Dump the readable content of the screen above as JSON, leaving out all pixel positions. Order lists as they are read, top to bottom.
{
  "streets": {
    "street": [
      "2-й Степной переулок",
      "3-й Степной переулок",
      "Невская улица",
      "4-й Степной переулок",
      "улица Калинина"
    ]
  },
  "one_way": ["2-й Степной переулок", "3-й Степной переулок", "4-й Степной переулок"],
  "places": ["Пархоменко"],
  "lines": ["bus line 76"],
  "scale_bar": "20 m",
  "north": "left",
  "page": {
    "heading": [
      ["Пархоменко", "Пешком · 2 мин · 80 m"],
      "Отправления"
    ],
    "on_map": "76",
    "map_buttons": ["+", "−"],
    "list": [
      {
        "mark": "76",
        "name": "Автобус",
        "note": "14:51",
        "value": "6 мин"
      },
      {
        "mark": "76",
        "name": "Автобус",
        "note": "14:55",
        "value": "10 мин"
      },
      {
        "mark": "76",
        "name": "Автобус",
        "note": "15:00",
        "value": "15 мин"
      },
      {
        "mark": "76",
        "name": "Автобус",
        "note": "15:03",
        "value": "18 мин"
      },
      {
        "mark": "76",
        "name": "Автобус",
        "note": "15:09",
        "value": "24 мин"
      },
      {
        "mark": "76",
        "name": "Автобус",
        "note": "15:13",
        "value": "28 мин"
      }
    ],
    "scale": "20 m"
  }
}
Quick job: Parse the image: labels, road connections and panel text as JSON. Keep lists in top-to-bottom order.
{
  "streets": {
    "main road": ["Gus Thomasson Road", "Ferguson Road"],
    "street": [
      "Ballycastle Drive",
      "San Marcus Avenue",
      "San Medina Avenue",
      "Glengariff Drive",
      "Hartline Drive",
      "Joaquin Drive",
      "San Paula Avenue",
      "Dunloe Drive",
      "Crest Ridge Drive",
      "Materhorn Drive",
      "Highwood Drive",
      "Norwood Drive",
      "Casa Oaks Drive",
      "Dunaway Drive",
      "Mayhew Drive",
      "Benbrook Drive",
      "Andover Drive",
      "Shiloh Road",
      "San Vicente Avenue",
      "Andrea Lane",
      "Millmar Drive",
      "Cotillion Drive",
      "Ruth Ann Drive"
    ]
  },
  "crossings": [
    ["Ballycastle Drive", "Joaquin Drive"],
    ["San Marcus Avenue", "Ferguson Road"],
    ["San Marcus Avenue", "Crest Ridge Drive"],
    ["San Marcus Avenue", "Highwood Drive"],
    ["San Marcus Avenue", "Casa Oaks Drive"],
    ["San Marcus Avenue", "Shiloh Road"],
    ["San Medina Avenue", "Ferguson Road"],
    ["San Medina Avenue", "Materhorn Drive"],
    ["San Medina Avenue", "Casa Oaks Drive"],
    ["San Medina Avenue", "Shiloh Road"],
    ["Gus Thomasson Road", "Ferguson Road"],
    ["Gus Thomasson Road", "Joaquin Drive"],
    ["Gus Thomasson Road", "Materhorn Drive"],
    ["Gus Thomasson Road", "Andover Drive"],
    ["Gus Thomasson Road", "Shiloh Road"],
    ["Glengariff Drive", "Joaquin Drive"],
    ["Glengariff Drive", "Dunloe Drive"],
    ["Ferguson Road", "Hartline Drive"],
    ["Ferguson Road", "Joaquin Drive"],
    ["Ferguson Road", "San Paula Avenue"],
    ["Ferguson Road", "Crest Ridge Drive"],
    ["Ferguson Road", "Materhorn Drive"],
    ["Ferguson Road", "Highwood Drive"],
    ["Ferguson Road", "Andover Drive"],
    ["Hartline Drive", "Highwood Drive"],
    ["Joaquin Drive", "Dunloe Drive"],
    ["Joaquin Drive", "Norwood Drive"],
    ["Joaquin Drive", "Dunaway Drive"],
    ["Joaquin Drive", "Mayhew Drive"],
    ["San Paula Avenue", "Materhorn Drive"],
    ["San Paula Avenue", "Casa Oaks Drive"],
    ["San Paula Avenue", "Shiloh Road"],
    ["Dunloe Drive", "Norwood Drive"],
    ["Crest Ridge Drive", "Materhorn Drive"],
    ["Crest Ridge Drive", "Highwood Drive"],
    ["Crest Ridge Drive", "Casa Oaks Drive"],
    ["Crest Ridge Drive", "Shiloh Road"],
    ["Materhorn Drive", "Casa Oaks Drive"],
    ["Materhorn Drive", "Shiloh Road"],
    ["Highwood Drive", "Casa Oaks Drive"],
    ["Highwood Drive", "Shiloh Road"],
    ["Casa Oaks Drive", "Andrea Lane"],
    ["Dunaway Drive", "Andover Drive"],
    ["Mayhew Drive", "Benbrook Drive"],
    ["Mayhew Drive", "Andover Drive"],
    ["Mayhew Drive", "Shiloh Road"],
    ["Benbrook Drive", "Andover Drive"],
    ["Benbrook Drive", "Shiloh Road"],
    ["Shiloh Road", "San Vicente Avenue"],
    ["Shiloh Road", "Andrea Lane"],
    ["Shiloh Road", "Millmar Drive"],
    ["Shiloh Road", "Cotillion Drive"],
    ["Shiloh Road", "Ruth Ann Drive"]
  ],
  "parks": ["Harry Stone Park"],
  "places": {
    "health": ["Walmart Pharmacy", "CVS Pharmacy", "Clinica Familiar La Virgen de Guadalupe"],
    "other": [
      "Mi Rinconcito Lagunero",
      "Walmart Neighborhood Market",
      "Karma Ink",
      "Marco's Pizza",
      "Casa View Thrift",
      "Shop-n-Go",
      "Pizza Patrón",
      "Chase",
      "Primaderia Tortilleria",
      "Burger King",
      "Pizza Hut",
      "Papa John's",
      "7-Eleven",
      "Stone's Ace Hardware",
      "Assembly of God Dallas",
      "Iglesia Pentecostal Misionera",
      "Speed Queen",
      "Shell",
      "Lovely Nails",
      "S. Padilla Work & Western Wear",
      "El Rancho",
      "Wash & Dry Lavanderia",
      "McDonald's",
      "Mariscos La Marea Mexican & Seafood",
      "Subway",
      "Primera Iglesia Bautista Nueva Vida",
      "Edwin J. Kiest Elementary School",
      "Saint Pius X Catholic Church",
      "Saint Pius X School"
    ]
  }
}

□ □ □

INSTRUCTIONS TO FOLLOW
To complete this exercise, set down every line above exactly once more.

RESULT
Dump the readable content of the screen above as JSON, leaving out all pixel positions. Order lists as they are read, top to bottom.
{
  "streets": {
    "street": [
      "2-й Степной переулок",
      "3-й Степной переулок",
      "Невская улица",
      "4-й Степной переулок",
      "улица Калинина"
    ]
  },
  "one_way": ["2-й Степной переулок", "3-й Степной переулок", "4-й Степной переулок"],
  "places": ["Пархоменко"],
  "lines": ["bus line 76"],
  "scale_bar": "20 m",
  "north": "left",
  "page": {
    "heading": [
      ["Пархоменко", "Пешком · 2 мин · 80 m"],
      "Отправления"
    ],
    "on_map": "76",
    "map_buttons": ["+", "−"],
    "list": [
      {
        "mark": "76",
        "name": "Автобус",
        "note": "14:51",
        "value": "6 мин"
      },
      {
        "mark": "76",
        "name": "Автобус",
        "note": "14:55",
        "value": "10 мин"
      },
      {
        "mark": "76",
        "name": "Автобус",
        "note": "15:00",
        "value": "15 мин"
      },
      {
        "mark": "76",
        "name": "Автобус",
        "note": "15:03",
        "value": "18 мин"
      },
      {
        "mark": "76",
        "name": "Автобус",
        "note": "15:09",
        "value": "24 мин"
      },
      {
        "mark": "76",
        "name": "Автобус",
        "note": "15:13",
        "value": "28 мин"
      }
    ],
    "scale": "20 m"
  }
}
Quick job: Parse the image: labels, road connections and panel text as JSON. Keep lists in top-to-bottom order.
{
  "streets": {
    "main road": ["Gus Thomasson Road", "Ferguson Road"],
    "street": [
      "Ballycastle Drive",
      "San Marcus Avenue",
      "San Medina Avenue",
      "Glengariff Drive",
      "Hartline Drive",
      "Joaquin Drive",
      "San Paula Avenue",
      "Dunloe Drive",
      "Crest Ridge Drive",
      "Materhorn Drive",
      "Highwood Drive",
      "Norwood Drive",
      "Casa Oaks Drive",
      "Dunaway Drive",
      "Mayhew Drive",
      "Benbrook Drive",
      "Andover Drive",
      "Shiloh Road",
      "San Vicente Avenue",
      "Andrea Lane",
      "Millmar Drive",
      "Cotillion Drive",
      "Ruth Ann Drive"
    ]
  },
  "crossings": [
    ["Ballycastle Drive", "Joaquin Drive"],
    ["San Marcus Avenue", "Ferguson Road"],
    ["San Marcus Avenue", "Crest Ridge Drive"],
    ["San Marcus Avenue", "Highwood Drive"],
    ["San Marcus Avenue", "Casa Oaks Drive"],
    ["San Marcus Avenue", "Shiloh Road"],
    ["San Medina Avenue", "Ferguson Road"],
    ["San Medina Avenue", "Materhorn Drive"],
    ["San Medina Avenue", "Casa Oaks Drive"],
    ["San Medina Avenue", "Shiloh Road"],
    ["Gus Thomasson Road", "Ferguson Road"],
    ["Gus Thomasson Road", "Joaquin Drive"],
    ["Gus Thomasson Road", "Materhorn Drive"],
    ["Gus Thomasson Road", "Andover Drive"],
    ["Gus Thomasson Road", "Shiloh Road"],
    ["Glengariff Drive", "Joaquin Drive"],
    ["Glengariff Drive", "Dunloe Drive"],
    ["Ferguson Road", "Hartline Drive"],
    ["Ferguson Road", "Joaquin Drive"],
    ["Ferguson Road", "San Paula Avenue"],
    ["Ferguson Road", "Crest Ridge Drive"],
    ["Ferguson Road", "Materhorn Drive"],
    ["Ferguson Road", "Highwood Drive"],
    ["Ferguson Road", "Andover Drive"],
    ["Hartline Drive", "Highwood Drive"],
    ["Joaquin Drive", "Dunloe Drive"],
    ["Joaquin Drive", "Norwood Drive"],
    ["Joaquin Drive", "Dunaway Drive"],
    ["Joaquin Drive", "Mayhew Drive"],
    ["San Paula Avenue", "Materhorn Drive"],
    ["San Paula Avenue", "Casa Oaks Drive"],
    ["San Paula Avenue", "Shiloh Road"],
    ["Dunloe Drive", "Norwood Drive"],
    ["Crest Ridge Drive", "Materhorn Drive"],
    ["Crest Ridge Drive", "Highwood Drive"],
    ["Crest Ridge Drive", "Casa Oaks Drive"],
    ["Crest Ridge Drive", "Shiloh Road"],
    ["Materhorn Drive", "Casa Oaks Drive"],
    ["Materhorn Drive", "Shiloh Road"],
    ["Highwood Drive", "Casa Oaks Drive"],
    ["Highwood Drive", "Shiloh Road"],
    ["Casa Oaks Drive", "Andrea Lane"],
    ["Dunaway Drive", "Andover Drive"],
    ["Mayhew Drive", "Benbrook Drive"],
    ["Mayhew Drive", "Andover Drive"],
    ["Mayhew Drive", "Shiloh Road"],
    ["Benbrook Drive", "Andover Drive"],
    ["Benbrook Drive", "Shiloh Road"],
    ["Shiloh Road", "San Vicente Avenue"],
    ["Shiloh Road", "Andrea Lane"],
    ["Shiloh Road", "Millmar Drive"],
    ["Shiloh Road", "Cotillion Drive"],
    ["Shiloh Road", "Ruth Ann Drive"]
  ],
  "parks": ["Harry Stone Park"],
  "places": {
    "health": ["Walmart Pharmacy", "CVS Pharmacy", "Clinica Familiar La Virgen de Guadalupe"],
    "other": [
      "Mi Rinconcito Lagunero",
      "Walmart Neighborhood Market",
      "Karma Ink",
      "Marco's Pizza",
      "Casa View Thrift",
      "Shop-n-Go",
      "Pizza Patrón",
      "Chase",
      "Primaderia Tortilleria",
      "Burger King",
      "Pizza Hut",
      "Papa John's",
      "7-Eleven",
      "Stone's Ace Hardware",
      "Assembly of God Dallas",
      "Iglesia Pentecostal Misionera",
      "Speed Queen",
      "Shell",
      "Lovely Nails",
      "S. Padilla Work & Western Wear",
      "El Rancho",
      "Wash & Dry Lavanderia",
      "McDonald's",
      "Mariscos La Marea Mexican & Seafood",
      "Subway",
      "Primera Iglesia Bautista Nueva Vida",
      "Edwin J. Kiest Elementary School",
      "Saint Pius X Catholic Church",
      "Saint Pius X School"
    ]
  }
}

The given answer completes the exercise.